2022-03-11
本日から,施灸における誤治の医案をご紹介することにいたします。
少々長文になりますが,頑張って読んでみましょう。
一婦壮年性急,夫蕩①不為家,左項生核半載,漸至鶏卵大,堅硬如石,皮外紅絲纏繞,左右脉倶弦数。弦属肝火妄動,数乃脾熱之甚。先用梔子清肝湯平伐肝木,五服後而脉始平。
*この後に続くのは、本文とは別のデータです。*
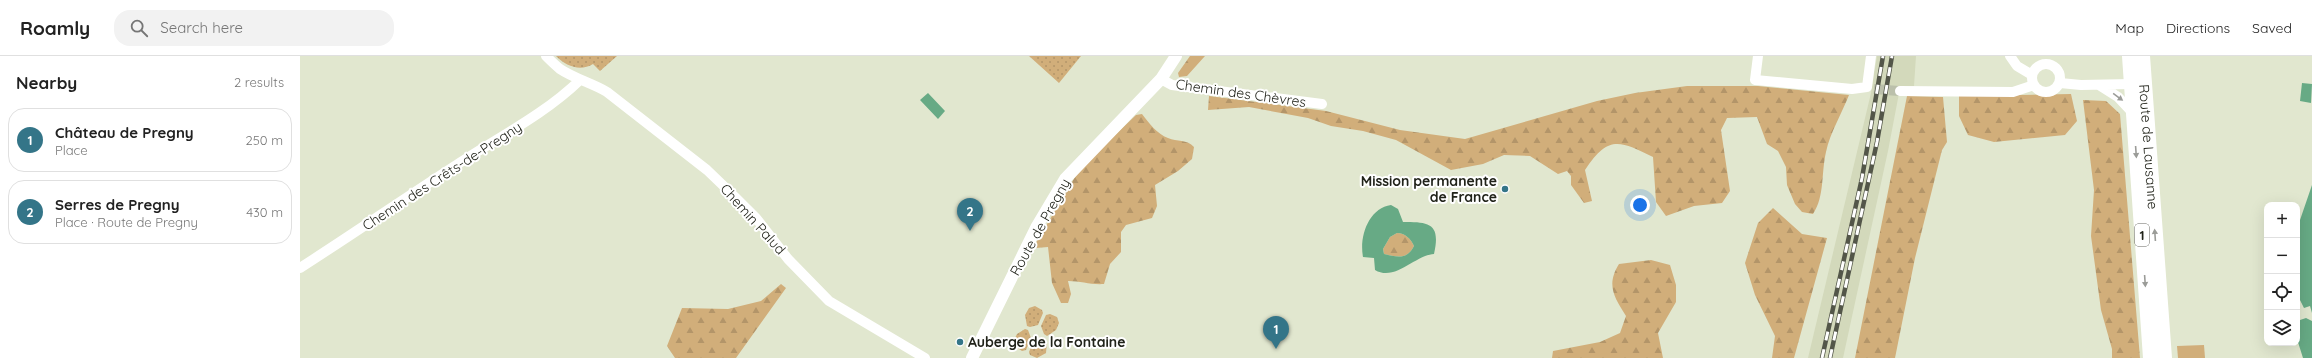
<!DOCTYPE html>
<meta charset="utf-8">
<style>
body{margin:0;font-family:Quicksand,sans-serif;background:#f2f2f2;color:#222}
.controls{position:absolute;right:12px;bottom:12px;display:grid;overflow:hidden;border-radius:8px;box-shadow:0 4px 16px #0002}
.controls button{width:36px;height:36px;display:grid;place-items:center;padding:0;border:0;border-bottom:1px solid #e0e0e0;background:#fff;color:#222;font:20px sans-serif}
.you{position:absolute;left:1340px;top:149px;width:14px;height:14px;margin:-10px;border:3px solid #fff;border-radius:50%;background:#1a73e8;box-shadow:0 0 0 6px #1a73e833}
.badge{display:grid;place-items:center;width:26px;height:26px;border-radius:50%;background:#347588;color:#fff;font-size:13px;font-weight:700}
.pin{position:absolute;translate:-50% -33px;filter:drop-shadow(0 1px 2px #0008)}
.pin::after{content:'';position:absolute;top:21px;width:14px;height:12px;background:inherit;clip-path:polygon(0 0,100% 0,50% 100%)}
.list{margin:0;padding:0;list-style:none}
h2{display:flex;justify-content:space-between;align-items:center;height:52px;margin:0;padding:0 16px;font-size:17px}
h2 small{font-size:13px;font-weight:400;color:#767676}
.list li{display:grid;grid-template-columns:26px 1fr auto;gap:12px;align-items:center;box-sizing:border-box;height:64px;margin:0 8px 8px;padding:0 8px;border:1px solid #e0e0e0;border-radius:16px}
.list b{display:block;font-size:15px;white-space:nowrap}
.list p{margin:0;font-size:13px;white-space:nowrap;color:#767676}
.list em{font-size:13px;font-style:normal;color:#767676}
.icon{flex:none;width:22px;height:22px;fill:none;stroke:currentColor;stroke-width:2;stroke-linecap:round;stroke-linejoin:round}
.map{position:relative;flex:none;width:2012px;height:302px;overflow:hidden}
header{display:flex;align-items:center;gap:24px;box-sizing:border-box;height:56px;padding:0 20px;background:#fff;border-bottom:1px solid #e0e0e0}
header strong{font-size:19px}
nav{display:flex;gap:22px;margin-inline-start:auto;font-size:14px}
.search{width:280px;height:36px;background:#f2f2f2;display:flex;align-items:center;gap:10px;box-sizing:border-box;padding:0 14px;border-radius:16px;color:#767676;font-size:15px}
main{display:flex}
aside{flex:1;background:#fff}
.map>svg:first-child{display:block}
</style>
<header>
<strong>Roamly</strong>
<div class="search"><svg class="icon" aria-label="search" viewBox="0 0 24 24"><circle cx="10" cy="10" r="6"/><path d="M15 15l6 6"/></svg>Search here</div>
<nav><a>Map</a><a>Directions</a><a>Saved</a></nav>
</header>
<main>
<aside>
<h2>Nearby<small>2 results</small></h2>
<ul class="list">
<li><span class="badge">1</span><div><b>Château de Pregny</b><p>Place</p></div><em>250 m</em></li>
<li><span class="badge">2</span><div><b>Serres de Pregny</b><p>Place · Route de Pregny</p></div><em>430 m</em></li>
</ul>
</aside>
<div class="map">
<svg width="2012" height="302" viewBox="0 0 2012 302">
<defs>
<pattern id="grass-dots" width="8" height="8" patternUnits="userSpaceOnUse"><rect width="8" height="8" fill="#d1ae7a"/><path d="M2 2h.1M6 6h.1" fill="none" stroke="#b39569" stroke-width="1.8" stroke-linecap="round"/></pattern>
<pattern id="forest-firs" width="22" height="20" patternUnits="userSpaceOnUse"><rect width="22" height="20" fill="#d1ae7a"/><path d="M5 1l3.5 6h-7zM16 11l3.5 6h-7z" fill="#b39569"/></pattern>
</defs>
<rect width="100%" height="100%" fill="#e1e7cf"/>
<path fill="#d3d9bb" d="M1577 0H1616L1614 30 1600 32 1588 95 1543 302H1508L1571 37Z"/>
<path fill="url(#grass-dots)" d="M256 0H317L300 15 293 8C280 16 266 10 256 0Z
M729 0H781L759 27Z
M735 250 742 254 743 257 738 269 730 271 727 270 725 259 729 252Z
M750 258 757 261 759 267 756 274 747 280 744 278 741 270 746 259Z
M725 273 728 274 731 282 726 294 722 295 716 291 713 286 717 278Z
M742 281 747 286 746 297 737 302 730 299 729 296 734 284Z"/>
<path fill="url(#forest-firs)" d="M890 0H905L887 20 879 21 878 17Z
M1387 30H1458L1549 39C1542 57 1530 77 1526 96 1521 117 1525 140 1513 158L1502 156 1495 148 1487 129 1486 111 1478 95 1467 88 1457 61 1427 62 1421 74 1430 135 1422 147 1394 150 1366 160 1356 146 1353 101C1319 84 1308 79 1285 114L1292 145 1284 147 1271 129V120L1267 115 1258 118 1230 100 1204 99 1183 108 1151 114 1096 84 1063 75 1031 70 1008 62 949 51 908 54 909 40 1026 55 1100 74 1165 83 1297 45 1335 37Z
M1771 38 1777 65 1765 79 1694 86 1668 79 1659 60V40Z
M1607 40 1643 41 1647 86 1642 94 1615 202 1595 302H1555Z
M1783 44 1806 45 1820 58 1840 302H1812V293L1801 254 1791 180 1794 134Z
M842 58C849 67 857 78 868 82 877 86 887 83 894 91L892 103 878 115 855 129 857 150 852 162 826 169 821 176V196L810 208 804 228C791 229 781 225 768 225L771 238 768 247H761L752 227 748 191 736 192 734 190 775 121 791 102 836 59Z
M1473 152 1502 178 1527 182 1494 302H1472L1475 280 1455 239 1445 207 1458 167Z
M1097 177C1105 177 1111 183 1114 190 1107 204 1097 201 1084 198L1083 193 1090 181Z
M1351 204 1370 209 1376 229V246L1358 277 1363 302H1252L1253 295 1300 286 1320 277 1326 260C1314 241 1306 229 1319 208Z
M481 228 486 232 436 302H375L367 290 382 252 428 253 461 245Z"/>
<path fill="#d1ae7a" d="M1904 289 1905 302H1878L1877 290Z"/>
<path fill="#67aa85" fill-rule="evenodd" d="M2002 27 2012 28 2011 47 2000 45Z
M628 37 645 55 638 63 620 44Z
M2012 129V257L2010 250 2004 252 1997 238V197L2000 190V164Z
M1091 149 1098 153 1103 166C1129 166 1141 167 1134 198 1115 199 1095 226 1075 214L1074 202 1063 201C1059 180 1069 152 1091 149ZM1097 177C1105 177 1111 183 1114 190 1107 204 1097 201 1084 198L1083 193 1090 181Z
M2006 262 2012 265V302H2003L1997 283V265Z"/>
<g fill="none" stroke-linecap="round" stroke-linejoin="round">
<path stroke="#bbc0ab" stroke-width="10" stroke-dasharray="10 5" stroke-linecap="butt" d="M1574 33 1600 35"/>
<path stroke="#fff" stroke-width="10" d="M246 0C250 4 255 9 260 13 275 23 292 27 307 36L407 114 432 138 456 162 488 203 529 245 625 302
M1458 0 1455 24 1552 33 1567 31
M1710 0 1717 10 1732 19
M1732 22a14 14 0 1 1 28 0a14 14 0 1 1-28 0Z
M861 23 872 29 1022 48
M1760 27 1781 29 1831 28
M1799 29 1818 41 1833 57
M1567 31 1571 0
M1600 35 1713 36 1734 29
M0 212C53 178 105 142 158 108 199 81 245 58 280 24"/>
<path stroke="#fff" stroke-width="12" d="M672 302 737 170 765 123 861 23 876 0"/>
<g stroke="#fff" stroke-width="16">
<path d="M1830 0 1851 302"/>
<path id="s1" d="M1842 0 1864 302"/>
</g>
<defs>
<path id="rail" d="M1522 302 1562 122 1583 0
M1530 302 1577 86 1592 0"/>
</defs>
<use href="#rail" stroke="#535649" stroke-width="4.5"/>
<use href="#rail" stroke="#fff" stroke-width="3" stroke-dasharray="9" stroke-linecap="butt"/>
</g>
<defs><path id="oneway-solid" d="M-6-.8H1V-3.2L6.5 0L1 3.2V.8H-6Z"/></defs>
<g fill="#9b9c98">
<use href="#oneway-solid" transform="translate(1818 41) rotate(36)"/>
<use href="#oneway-solid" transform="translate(1836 96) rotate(86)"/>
<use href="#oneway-solid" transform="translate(1855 179) rotate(-94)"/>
<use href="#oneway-solid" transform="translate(1845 225) rotate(86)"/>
</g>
<g fill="#347588" stroke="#fff" stroke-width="1.5">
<circle cx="1205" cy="133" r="4"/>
<circle cx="660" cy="286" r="4"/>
</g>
<g text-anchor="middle" stroke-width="4" stroke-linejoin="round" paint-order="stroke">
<rect fill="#fff" stroke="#64655f" stroke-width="1" x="1835" y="168" width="14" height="22" rx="3"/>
<g font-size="13" font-weight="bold" fill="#21231a">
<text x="1842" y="184">1</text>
</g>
<g font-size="14" fill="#21231a" stroke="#fff">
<text transform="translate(941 37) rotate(8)" y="5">Chemin des Chèvres</text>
<text dy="5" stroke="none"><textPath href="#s1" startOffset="91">Route de Lausanne</textPath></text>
<text transform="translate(142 120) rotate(-33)" y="5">Chemin des Crêts-de-Pregny</text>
<text transform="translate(453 163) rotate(48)" y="5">Chemin Palud</text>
<text transform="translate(740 171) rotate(-61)" y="5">Route de Pregny</text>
</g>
<g font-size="14" font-weight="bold" fill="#21231a" stroke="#fff" text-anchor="end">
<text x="1197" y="130">Mission permanente<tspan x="1197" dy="16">de France</tspan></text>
<text x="668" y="291" text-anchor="start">Auberge de la Fontaine</text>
</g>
</g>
</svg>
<div class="controls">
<button>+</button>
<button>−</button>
<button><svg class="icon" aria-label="locate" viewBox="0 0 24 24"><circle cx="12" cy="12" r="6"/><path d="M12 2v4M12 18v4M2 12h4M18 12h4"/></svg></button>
<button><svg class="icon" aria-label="layers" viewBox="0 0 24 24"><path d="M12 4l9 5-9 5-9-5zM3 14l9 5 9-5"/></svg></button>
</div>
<div class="you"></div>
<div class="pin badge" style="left:976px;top:293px">1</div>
<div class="pin badge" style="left:670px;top:175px">2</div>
</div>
</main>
又以清肝解鬱湯数服散其鬱結,次用益気養荣湯調其気血,間服散腫潰堅湯軟其堅腫,外以琥珀膏貼之,調理百日而元気乃復。堅硬已消八,九,止存小核未尽,彼以為愈,止不服薬。後又一載,値夫賭訟未勝②,暴急驚恐,前腫復作,両手脉診細而多数,此陰血虧損,陽火乗之,非前有余症也。又兼胸膈不利,飲食無味,経水③先期過多,形容憔悴不澤,此神傷于思慮則肉脱,意傷于憂愁則肢廃,魂傷于悲哀則筋攣,魄傷于喜楽則皮槁,志傷于暴怒則腰脊不能俯仰,以上倶七情内損症也。法当滋養気血,調和脾胃,益腎清心,開鬱散滞,庶保無虞。彼不肯信,仍前欲服散腫潰堅之薬,欲灸腫上,図内消之。予曰∶此非前比,今則不敢治也。請客医④自制前薬,亦灸患上,并灸肘尖⑤,此為真気虚而益虚,邪気実而益実。後果反加発熱自汗,咳嗽項強,四肢不收,灸瘡無膿,血水不絶,腫亦熾盛,此臓腑已損之候,必不久居也。又月余伝為気急声哑,痰血交出而殁。予嘗見庸医不辨虚実,患家不信,正理偏费,服薬往往多致不救者十有八,九,凡医者,患者倶当省而慎戒之。(陳実功『外科正宗』)
①蕩:放蕩,酒・色に耽っていた。
②値夫賭訟未勝:夫が賭博で裁判事となり敗訴した。
③経水:月経。
④客医:当地の医者でなく,外地からやってきた医者。
⑤肘尖:経外奇穴。肘を屈曲させ,肘頭の先端に取穴する。